- WHAT THE TASK REQUIRES
Output all of the data below exactly as given.

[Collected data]
####################
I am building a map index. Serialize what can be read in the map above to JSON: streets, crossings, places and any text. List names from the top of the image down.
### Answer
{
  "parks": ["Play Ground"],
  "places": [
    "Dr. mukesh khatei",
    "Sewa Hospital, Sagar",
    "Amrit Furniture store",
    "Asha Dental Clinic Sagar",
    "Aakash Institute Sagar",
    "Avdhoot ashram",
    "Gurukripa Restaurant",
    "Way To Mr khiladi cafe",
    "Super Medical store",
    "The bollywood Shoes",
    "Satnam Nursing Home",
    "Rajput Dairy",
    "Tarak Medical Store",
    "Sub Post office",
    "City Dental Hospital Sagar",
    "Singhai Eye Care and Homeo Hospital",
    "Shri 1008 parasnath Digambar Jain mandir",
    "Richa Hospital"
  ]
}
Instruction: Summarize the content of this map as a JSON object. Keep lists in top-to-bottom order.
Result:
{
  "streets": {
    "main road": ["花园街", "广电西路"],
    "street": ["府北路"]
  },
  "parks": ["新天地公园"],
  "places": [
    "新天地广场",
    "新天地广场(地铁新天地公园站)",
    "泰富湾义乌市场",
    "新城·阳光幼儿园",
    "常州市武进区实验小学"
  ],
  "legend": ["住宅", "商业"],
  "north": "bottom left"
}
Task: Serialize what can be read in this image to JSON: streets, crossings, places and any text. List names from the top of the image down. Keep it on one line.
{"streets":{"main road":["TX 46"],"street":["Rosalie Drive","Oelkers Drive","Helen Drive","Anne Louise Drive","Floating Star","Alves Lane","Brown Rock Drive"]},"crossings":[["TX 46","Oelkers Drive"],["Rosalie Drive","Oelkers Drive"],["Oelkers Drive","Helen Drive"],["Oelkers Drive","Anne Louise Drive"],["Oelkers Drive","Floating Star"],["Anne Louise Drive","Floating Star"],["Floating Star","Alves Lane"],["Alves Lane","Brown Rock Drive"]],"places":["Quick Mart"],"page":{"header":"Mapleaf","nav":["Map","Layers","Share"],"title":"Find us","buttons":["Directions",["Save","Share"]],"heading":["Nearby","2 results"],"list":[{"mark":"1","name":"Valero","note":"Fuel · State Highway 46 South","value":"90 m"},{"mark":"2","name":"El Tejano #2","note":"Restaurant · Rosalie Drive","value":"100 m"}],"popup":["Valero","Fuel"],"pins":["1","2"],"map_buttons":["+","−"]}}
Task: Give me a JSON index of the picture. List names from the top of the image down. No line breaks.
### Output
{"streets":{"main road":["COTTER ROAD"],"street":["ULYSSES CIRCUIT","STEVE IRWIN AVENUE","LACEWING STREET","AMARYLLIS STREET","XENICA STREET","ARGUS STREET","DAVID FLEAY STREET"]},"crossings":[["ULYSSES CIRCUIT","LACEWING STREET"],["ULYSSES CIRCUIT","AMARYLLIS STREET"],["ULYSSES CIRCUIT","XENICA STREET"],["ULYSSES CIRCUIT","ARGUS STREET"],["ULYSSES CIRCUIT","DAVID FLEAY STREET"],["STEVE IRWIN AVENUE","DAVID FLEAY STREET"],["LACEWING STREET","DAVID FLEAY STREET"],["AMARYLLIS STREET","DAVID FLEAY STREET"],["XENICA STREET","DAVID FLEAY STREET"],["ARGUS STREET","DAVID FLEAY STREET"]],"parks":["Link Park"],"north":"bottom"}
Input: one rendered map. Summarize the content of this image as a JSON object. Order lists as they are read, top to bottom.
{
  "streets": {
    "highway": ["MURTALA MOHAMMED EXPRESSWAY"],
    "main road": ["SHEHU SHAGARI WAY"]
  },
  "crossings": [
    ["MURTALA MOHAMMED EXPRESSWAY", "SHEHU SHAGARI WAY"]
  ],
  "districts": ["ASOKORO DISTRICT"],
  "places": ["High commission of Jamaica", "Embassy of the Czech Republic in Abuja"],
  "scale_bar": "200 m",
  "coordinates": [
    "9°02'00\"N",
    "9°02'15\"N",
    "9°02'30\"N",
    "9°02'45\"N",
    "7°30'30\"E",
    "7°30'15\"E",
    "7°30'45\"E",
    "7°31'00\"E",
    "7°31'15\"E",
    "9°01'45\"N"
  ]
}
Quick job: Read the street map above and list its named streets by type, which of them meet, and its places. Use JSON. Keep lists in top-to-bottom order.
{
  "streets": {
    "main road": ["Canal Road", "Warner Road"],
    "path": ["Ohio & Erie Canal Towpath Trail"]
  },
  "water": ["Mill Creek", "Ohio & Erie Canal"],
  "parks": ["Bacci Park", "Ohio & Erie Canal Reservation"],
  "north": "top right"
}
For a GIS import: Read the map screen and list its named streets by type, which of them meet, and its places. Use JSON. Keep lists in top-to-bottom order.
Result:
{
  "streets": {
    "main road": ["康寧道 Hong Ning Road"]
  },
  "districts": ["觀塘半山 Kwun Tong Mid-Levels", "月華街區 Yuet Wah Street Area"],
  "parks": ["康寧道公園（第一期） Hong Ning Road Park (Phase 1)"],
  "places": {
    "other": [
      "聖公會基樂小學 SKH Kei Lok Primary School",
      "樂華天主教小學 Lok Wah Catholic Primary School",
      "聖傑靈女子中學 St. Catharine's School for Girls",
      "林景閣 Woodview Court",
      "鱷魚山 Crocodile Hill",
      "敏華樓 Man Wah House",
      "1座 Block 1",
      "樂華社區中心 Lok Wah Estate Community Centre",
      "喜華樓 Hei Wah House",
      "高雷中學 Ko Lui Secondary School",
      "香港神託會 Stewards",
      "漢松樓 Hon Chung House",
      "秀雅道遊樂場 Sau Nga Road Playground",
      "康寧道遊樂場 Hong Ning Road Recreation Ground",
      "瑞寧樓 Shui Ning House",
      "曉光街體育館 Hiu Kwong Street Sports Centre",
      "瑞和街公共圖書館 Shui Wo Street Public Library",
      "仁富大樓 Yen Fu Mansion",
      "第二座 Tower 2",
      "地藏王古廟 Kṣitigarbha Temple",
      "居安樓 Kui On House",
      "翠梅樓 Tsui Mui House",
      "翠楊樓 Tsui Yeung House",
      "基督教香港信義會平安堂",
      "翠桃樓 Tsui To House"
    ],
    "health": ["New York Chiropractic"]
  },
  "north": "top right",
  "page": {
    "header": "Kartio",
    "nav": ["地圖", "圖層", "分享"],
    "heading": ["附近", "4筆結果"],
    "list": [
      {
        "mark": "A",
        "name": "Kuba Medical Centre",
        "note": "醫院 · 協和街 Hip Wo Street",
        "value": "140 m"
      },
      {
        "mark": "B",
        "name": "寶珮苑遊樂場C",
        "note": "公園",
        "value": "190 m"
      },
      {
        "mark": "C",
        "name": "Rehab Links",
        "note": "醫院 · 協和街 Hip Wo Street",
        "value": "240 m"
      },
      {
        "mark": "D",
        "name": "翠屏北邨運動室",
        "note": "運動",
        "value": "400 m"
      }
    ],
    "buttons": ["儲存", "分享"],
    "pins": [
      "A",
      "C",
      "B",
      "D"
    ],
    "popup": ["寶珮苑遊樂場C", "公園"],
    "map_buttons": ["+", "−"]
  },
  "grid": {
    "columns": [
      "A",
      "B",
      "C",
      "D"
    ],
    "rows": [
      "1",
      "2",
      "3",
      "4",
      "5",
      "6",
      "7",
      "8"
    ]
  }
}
####################
- SOLUTION
I am building a map index. Serialize what can be read in the map above to JSON: streets, crossings, places and any text. List names from the top of the image down.
### Answer
{
  "parks": ["Play Ground"],
  "places": [
    "Dr. mukesh khatei",
    "Sewa Hospital, Sagar",
    "Amrit Furniture store",
    "Asha Dental Clinic Sagar",
    "Aakash Institute Sagar",
    "Avdhoot ashram",
    "Gurukripa Restaurant",
    "Way To Mr khiladi cafe",
    "Super Medical store",
    "The bollywood Shoes",
    "Satnam Nursing Home",
    "Rajput Dairy",
    "Tarak Medical Store",
    "Sub Post office",
    "City Dental Hospital Sagar",
    "Singhai Eye Care and Homeo Hospital",
    "Shri 1008 parasnath Digambar Jain mandir",
    "Richa Hospital"
  ]
}
Instruction: Summarize the content of this map as a JSON object. Keep lists in top-to-bottom order.
Result:
{
  "streets": {
    "main road": ["花园街", "广电西路"],
    "street": ["府北路"]
  },
  "parks": ["新天地公园"],
  "places": [
    "新天地广场",
    "新天地广场(地铁新天地公园站)",
    "泰富湾义乌市场",
    "新城·阳光幼儿园",
    "常州市武进区实验小学"
  ],
  "legend": ["住宅", "商业"],
  "north": "bottom left"
}
Task: Serialize what can be read in this image to JSON: streets, crossings, places and any text. List names from the top of the image down. Keep it on one line.
{"streets":{"main road":["TX 46"],"street":["Rosalie Drive","Oelkers Drive","Helen Drive","Anne Louise Drive","Floating Star","Alves Lane","Brown Rock Drive"]},"crossings":[["TX 46","Oelkers Drive"],["Rosalie Drive","Oelkers Drive"],["Oelkers Drive","Helen Drive"],["Oelkers Drive","Anne Louise Drive"],["Oelkers Drive","Floating Star"],["Anne Louise Drive","Floating Star"],["Floating Star","Alves Lane"],["Alves Lane","Brown Rock Drive"]],"places":["Quick Mart"],"page":{"header":"Mapleaf","nav":["Map","Layers","Share"],"title":"Find us","buttons":["Directions",["Save","Share"]],"heading":["Nearby","2 results"],"list":[{"mark":"1","name":"Valero","note":"Fuel · State Highway 46 South","value":"90 m"},{"mark":"2","name":"El Tejano #2","note":"Restaurant · Rosalie Drive","value":"100 m"}],"popup":["Valero","Fuel"],"pins":["1","2"],"map_buttons":["+","−"]}}
Task: Give me a JSON index of the picture. List names from the top of the image down. No line breaks.
### Output
{"streets":{"main road":["COTTER ROAD"],"street":["ULYSSES CIRCUIT","STEVE IRWIN AVENUE","LACEWING STREET","AMARYLLIS STREET","XENICA STREET","ARGUS STREET","DAVID FLEAY STREET"]},"crossings":[["ULYSSES CIRCUIT","LACEWING STREET"],["ULYSSES CIRCUIT","AMARYLLIS STREET"],["ULYSSES CIRCUIT","XENICA STREET"],["ULYSSES CIRCUIT","ARGUS STREET"],["ULYSSES CIRCUIT","DAVID FLEAY STREET"],["STEVE IRWIN AVENUE","DAVID FLEAY STREET"],["LACEWING STREET","DAVID FLEAY STREET"],["AMARYLLIS STREET","DAVID FLEAY STREET"],["XENICA STREET","DAVID FLEAY STREET"],["ARGUS STREET","DAVID FLEAY STREET"]],"parks":["Link Park"],"north":"bottom"}
Input: one rendered map. Summarize the content of this image as a JSON object. Order lists as they are read, top to bottom.
{
  "streets": {
    "highway": ["MURTALA MOHAMMED EXPRESSWAY"],
    "main road": ["SHEHU SHAGARI WAY"]
  },
  "crossings": [
    ["MURTALA MOHAMMED EXPRESSWAY", "SHEHU SHAGARI WAY"]
  ],
  "districts": ["ASOKORO DISTRICT"],
  "places": ["High commission of Jamaica", "Embassy of the Czech Republic in Abuja"],
  "scale_bar": "200 m",
  "coordinates": [
    "9°02'00\"N",
    "9°02'15\"N",
    "9°02'30\"N",
    "9°02'45\"N",
    "7°30'30\"E",
    "7°30'15\"E",
    "7°30'45\"E",
    "7°31'00\"E",
    "7°31'15\"E",
    "9°01'45\"N"
  ]
}
Quick job: Read the street map above and list its named streets by type, which of them meet, and its places. Use JSON. Keep lists in top-to-bottom order.
{
  "streets": {
    "main road": ["Canal Road", "Warner Road"],
    "path": ["Ohio & Erie Canal Towpath Trail"]
  },
  "water": ["Mill Creek", "Ohio & Erie Canal"],
  "parks": ["Bacci Park", "Ohio & Erie Canal Reservation"],
  "north": "top right"
}
For a GIS import: Read the map screen and list its named streets by type, which of them meet, and its places. Use JSON. Keep lists in top-to-bottom order.
Result:
{
  "streets": {
    "main road": ["康寧道 Hong Ning Road"]
  },
  "districts": ["觀塘半山 Kwun Tong Mid-Levels", "月華街區 Yuet Wah Street Area"],
  "parks": ["康寧道公園（第一期） Hong Ning Road Park (Phase 1)"],
  "places": {
    "other": [
      "聖公會基樂小學 SKH Kei Lok Primary School",
      "樂華天主教小學 Lok Wah Catholic Primary School",
      "聖傑靈女子中學 St. Catharine's School for Girls",
      "林景閣 Woodview Court",
      "鱷魚山 Crocodile Hill",
      "敏華樓 Man Wah House",
      "1座 Block 1",
      "樂華社區中心 Lok Wah Estate Community Centre",
      "喜華樓 Hei Wah House",
      "高雷中學 Ko Lui Secondary School",
      "香港神託會 Stewards",
      "漢松樓 Hon Chung House",
      "秀雅道遊樂場 Sau Nga Road Playground",
      "康寧道遊樂場 Hong Ning Road Recreation Ground",
      "瑞寧樓 Shui Ning House",
      "曉光街體育館 Hiu Kwong Street Sports Centre",
      "瑞和街公共圖書館 Shui Wo Street Public Library",
      "仁富大樓 Yen Fu Mansion",
      "第二座 Tower 2",
      "地藏王古廟 Kṣitigarbha Temple",
      "居安樓 Kui On House",
      "翠梅樓 Tsui Mui House",
      "翠楊樓 Tsui Yeung House",
      "基督教香港信義會平安堂",
      "翠桃樓 Tsui To House"
    ],
    "health": ["New York Chiropractic"]
  },
  "north": "top right",
  "page": {
    "header": "Kartio",
    "nav": ["地圖", "圖層", "分享"],
    "heading": ["附近", "4筆結果"],
    "list": [
      {
        "mark": "A",
        "name": "Kuba Medical Centre",
        "note": "醫院 · 協和街 Hip Wo Street",
        "value": "140 m"
      },
      {
        "mark": "B",
        "name": "寶珮苑遊樂場C",
        "note": "公園",
        "value": "190 m"
      },
      {
        "mark": "C",
        "name": "Rehab Links",
        "note": "醫院 · 協和街 Hip Wo Street",
        "value": "240 m"
      },
      {
        "mark": "D",
        "name": "翠屏北邨運動室",
        "note": "運動",
        "value": "400 m"
      }
    ],
    "buttons": ["儲存", "分享"],
    "pins": [
      "A",
      "C",
      "B",
      "D"
    ],
    "popup": ["寶珮苑遊樂場C", "公園"],
    "map_buttons": ["+", "−"]
  },
  "grid": {
    "columns": [
      "A",
      "B",
      "C",
      "D"
    ],
    "rows": [
      "1",
      "2",
      "3",
      "4",
      "5",
      "6",
      "7",
      "8"
    ]
  }
}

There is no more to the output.